<<<<
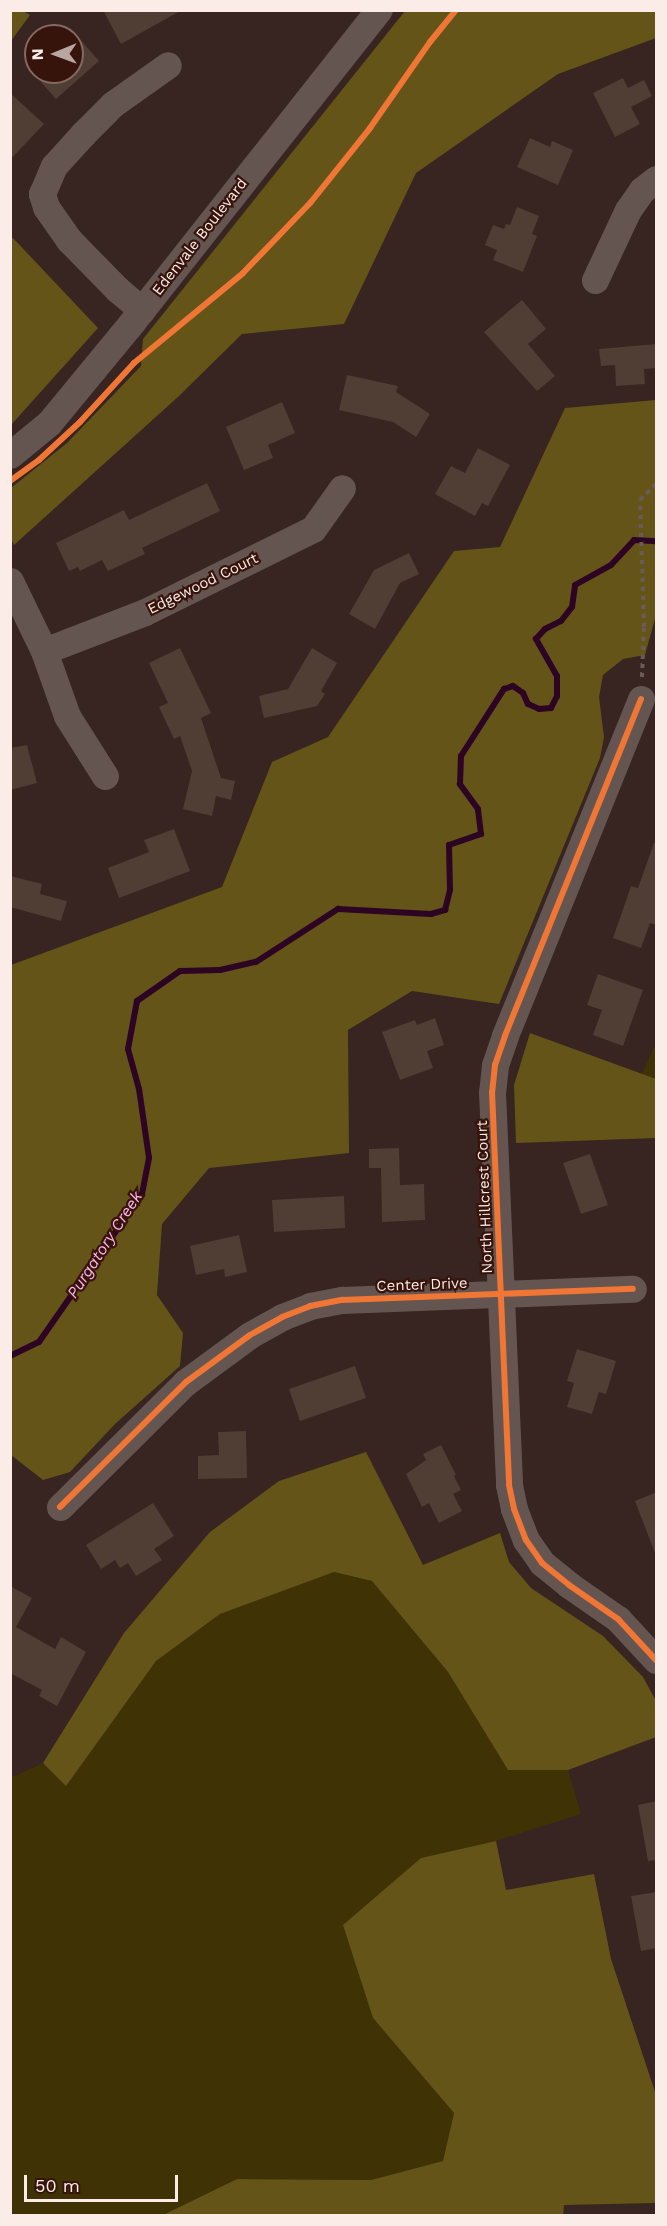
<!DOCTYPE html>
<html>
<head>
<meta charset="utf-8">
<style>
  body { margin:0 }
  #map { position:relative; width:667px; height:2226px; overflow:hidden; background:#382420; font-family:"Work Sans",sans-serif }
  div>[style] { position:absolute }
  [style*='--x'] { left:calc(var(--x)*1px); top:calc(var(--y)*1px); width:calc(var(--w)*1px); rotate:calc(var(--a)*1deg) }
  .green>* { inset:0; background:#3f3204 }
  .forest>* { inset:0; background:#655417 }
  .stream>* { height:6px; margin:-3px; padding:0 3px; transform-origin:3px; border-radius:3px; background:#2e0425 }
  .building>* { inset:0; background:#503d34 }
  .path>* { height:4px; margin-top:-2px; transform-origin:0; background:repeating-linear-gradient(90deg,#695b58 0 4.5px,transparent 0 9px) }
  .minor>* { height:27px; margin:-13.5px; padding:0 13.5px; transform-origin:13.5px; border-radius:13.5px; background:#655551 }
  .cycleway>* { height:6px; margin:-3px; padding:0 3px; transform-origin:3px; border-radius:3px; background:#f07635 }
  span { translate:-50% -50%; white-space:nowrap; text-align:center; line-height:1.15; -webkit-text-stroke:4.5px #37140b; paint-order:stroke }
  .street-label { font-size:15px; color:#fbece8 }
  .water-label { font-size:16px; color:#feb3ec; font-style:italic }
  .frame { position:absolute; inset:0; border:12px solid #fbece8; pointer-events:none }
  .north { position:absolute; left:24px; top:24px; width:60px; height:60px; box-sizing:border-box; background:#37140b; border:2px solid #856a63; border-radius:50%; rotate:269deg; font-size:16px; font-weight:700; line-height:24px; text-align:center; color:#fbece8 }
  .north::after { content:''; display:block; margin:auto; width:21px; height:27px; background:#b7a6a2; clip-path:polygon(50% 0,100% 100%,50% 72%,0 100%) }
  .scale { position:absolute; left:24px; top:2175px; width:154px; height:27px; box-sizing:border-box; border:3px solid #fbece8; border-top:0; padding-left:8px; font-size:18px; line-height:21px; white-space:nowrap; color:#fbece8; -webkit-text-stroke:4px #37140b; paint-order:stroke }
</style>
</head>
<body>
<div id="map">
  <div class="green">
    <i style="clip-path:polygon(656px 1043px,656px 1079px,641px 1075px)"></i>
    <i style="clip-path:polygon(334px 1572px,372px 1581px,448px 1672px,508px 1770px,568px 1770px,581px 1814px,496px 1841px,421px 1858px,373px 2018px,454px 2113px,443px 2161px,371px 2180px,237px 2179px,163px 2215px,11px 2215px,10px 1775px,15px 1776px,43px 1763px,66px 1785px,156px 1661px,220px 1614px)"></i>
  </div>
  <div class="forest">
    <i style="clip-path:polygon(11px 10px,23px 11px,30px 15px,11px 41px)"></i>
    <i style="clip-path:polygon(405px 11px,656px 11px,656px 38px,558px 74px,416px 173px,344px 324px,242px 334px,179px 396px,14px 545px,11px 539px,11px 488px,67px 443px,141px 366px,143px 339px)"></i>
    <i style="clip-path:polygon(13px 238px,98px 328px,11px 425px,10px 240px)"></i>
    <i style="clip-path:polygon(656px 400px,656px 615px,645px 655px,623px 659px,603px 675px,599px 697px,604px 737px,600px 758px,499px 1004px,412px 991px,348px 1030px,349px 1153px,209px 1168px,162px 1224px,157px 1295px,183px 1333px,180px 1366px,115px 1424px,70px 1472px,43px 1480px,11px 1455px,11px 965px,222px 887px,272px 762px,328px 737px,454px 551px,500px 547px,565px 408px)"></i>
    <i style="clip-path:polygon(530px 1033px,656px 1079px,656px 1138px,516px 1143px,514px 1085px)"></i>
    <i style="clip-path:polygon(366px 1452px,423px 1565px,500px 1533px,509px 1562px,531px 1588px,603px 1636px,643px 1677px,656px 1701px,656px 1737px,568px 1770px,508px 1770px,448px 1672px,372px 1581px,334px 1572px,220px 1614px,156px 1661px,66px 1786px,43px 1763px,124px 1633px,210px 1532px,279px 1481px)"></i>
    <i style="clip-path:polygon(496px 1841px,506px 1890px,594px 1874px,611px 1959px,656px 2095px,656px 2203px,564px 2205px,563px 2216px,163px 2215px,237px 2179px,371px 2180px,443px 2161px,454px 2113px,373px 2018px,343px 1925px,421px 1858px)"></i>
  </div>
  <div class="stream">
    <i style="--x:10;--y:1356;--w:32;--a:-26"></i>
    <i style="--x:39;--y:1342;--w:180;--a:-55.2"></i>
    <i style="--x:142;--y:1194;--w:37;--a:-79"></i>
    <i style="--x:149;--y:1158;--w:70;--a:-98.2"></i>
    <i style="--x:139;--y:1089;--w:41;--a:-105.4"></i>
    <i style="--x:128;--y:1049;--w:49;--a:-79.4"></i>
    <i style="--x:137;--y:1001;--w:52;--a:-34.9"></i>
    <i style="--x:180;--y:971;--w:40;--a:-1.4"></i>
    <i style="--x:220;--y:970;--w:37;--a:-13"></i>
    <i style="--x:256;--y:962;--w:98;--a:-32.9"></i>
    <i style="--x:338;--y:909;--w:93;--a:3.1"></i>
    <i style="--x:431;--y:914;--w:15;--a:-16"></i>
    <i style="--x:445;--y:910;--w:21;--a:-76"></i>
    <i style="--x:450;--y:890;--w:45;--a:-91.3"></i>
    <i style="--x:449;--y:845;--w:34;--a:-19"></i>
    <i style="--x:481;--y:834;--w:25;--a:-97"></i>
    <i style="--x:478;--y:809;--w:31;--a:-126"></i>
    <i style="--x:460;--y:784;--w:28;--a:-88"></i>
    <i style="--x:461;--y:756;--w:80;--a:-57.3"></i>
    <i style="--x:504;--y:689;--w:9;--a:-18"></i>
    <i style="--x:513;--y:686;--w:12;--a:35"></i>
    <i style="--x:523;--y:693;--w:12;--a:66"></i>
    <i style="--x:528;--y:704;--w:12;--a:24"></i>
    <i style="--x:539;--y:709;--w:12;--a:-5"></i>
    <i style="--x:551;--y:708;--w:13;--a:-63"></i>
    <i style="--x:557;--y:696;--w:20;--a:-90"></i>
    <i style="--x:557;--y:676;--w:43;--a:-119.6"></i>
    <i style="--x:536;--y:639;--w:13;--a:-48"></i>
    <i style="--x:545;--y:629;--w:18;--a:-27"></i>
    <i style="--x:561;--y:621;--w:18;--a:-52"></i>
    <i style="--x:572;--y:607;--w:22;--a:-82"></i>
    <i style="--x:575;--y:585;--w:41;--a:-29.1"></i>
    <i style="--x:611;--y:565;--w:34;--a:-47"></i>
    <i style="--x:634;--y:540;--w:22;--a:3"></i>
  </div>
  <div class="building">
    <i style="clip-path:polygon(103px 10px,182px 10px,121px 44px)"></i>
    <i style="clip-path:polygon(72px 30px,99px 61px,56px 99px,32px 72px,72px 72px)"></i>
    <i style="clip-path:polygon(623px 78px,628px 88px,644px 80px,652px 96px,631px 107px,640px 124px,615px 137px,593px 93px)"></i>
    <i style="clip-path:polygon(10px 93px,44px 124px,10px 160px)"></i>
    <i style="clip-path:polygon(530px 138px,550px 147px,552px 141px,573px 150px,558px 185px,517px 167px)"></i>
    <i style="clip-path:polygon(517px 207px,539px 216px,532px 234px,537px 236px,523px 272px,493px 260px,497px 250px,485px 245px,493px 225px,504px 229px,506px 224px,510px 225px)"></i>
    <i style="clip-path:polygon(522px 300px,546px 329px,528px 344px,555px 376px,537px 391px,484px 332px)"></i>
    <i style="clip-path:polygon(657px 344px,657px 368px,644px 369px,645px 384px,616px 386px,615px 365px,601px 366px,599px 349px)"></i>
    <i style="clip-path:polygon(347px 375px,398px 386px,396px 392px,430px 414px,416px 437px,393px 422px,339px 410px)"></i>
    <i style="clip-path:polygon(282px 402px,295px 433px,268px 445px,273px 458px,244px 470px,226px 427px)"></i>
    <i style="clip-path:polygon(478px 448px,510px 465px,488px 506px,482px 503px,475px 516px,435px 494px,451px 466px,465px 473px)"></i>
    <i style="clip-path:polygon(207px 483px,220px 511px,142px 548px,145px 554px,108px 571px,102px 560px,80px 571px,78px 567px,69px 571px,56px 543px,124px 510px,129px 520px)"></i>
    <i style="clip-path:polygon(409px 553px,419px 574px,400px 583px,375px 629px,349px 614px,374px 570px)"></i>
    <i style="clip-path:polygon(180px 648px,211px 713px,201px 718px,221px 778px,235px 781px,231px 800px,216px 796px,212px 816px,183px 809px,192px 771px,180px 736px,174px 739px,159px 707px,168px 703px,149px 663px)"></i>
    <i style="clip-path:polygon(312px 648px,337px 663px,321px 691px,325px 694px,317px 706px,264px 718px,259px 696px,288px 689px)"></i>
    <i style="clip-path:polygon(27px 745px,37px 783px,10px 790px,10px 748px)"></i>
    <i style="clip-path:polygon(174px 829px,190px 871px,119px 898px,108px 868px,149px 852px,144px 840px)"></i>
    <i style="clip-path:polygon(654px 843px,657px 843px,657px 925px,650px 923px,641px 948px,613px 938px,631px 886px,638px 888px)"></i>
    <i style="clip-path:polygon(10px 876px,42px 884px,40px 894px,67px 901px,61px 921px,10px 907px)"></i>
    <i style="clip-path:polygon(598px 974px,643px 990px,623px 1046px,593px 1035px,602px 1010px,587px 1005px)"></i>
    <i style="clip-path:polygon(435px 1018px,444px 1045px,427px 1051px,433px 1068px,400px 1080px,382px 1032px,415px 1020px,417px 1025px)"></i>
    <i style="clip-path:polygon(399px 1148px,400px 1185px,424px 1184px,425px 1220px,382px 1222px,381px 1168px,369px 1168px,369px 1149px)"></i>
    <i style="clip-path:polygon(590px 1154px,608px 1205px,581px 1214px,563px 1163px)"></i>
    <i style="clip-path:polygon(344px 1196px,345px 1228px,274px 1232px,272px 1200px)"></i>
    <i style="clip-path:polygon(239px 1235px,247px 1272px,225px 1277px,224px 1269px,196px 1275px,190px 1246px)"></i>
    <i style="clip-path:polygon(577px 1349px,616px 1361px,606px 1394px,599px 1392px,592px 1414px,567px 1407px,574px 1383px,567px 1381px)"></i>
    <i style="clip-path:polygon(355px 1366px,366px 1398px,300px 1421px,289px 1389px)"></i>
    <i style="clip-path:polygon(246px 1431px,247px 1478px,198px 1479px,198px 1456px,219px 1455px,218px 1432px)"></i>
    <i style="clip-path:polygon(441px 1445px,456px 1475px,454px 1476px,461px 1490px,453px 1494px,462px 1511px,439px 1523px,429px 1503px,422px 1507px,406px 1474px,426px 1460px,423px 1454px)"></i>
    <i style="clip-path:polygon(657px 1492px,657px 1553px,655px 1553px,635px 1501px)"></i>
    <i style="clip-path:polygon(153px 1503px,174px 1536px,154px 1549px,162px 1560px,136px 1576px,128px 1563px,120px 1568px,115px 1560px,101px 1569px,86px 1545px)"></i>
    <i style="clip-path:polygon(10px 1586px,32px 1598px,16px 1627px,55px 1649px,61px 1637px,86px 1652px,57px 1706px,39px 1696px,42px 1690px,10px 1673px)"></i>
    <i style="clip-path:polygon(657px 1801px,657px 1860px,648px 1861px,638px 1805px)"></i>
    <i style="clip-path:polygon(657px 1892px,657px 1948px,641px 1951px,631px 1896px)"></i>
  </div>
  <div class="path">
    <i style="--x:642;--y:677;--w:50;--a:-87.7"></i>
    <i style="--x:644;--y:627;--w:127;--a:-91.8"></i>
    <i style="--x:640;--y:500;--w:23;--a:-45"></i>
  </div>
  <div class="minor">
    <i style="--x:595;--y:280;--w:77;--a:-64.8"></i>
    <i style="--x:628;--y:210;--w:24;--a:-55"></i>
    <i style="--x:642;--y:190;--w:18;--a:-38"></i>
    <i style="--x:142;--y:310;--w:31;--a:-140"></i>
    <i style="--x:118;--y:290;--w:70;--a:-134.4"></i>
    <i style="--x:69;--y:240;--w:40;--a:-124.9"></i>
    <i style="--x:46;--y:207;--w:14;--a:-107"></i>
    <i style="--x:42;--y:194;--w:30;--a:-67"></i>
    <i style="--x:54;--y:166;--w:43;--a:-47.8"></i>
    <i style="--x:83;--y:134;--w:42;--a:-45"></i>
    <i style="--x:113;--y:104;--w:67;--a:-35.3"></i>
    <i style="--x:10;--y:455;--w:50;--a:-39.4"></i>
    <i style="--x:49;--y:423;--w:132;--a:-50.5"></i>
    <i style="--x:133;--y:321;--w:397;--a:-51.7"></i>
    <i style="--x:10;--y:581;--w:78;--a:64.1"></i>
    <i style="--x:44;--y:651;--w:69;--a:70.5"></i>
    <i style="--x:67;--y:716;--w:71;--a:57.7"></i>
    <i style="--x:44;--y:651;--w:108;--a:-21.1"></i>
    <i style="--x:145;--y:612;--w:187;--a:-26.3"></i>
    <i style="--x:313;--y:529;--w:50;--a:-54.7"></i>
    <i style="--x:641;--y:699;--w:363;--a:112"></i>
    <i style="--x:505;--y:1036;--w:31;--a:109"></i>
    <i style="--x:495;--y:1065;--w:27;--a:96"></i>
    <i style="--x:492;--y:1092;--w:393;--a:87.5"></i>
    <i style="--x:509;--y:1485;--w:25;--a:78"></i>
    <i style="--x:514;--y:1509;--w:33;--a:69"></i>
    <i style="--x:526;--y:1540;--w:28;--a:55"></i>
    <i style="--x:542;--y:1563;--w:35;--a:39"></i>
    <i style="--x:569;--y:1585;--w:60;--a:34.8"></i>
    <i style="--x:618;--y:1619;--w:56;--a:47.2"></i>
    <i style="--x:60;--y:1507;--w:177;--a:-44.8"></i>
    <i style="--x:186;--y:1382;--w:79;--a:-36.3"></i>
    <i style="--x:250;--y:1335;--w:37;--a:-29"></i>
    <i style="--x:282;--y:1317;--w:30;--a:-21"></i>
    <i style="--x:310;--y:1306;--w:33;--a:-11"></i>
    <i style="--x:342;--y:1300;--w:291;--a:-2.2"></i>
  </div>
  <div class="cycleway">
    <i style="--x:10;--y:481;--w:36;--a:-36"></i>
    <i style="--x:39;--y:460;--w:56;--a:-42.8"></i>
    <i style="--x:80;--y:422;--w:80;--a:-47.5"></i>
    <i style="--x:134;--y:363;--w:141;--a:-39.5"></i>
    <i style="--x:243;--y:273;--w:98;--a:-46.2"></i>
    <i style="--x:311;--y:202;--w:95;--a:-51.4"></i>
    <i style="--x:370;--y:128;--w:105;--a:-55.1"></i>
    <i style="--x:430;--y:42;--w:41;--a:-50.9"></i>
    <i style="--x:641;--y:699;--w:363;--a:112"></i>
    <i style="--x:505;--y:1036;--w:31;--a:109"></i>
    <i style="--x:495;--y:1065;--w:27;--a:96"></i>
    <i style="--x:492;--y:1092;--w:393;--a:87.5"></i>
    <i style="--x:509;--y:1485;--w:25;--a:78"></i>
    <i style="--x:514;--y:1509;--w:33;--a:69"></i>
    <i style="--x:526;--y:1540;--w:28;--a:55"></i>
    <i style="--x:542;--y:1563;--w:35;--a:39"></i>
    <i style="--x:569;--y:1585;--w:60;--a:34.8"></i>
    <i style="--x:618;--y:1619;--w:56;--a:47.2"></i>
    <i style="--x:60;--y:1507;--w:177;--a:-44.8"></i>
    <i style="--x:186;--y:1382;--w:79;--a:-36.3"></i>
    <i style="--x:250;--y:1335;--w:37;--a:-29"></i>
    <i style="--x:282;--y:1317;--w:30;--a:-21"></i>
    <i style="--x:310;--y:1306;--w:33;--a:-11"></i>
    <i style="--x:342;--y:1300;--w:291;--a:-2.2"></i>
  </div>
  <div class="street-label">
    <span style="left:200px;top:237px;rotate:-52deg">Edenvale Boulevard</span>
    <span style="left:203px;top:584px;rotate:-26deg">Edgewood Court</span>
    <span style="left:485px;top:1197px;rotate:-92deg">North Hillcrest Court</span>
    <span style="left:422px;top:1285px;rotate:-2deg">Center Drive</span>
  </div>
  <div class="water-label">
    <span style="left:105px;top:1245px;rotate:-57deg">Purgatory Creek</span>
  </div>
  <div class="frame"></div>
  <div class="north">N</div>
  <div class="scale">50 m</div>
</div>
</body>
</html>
>>>>
**What is required:**
Show all lines in the entries above where the string "stream" appears.

**Result for this task:**
  .stream>* { height:6px; margin:-3px; padding:0 3px; transform-origin:3px; border-radius:3px; background:#2e0425 }
  <div class="stream">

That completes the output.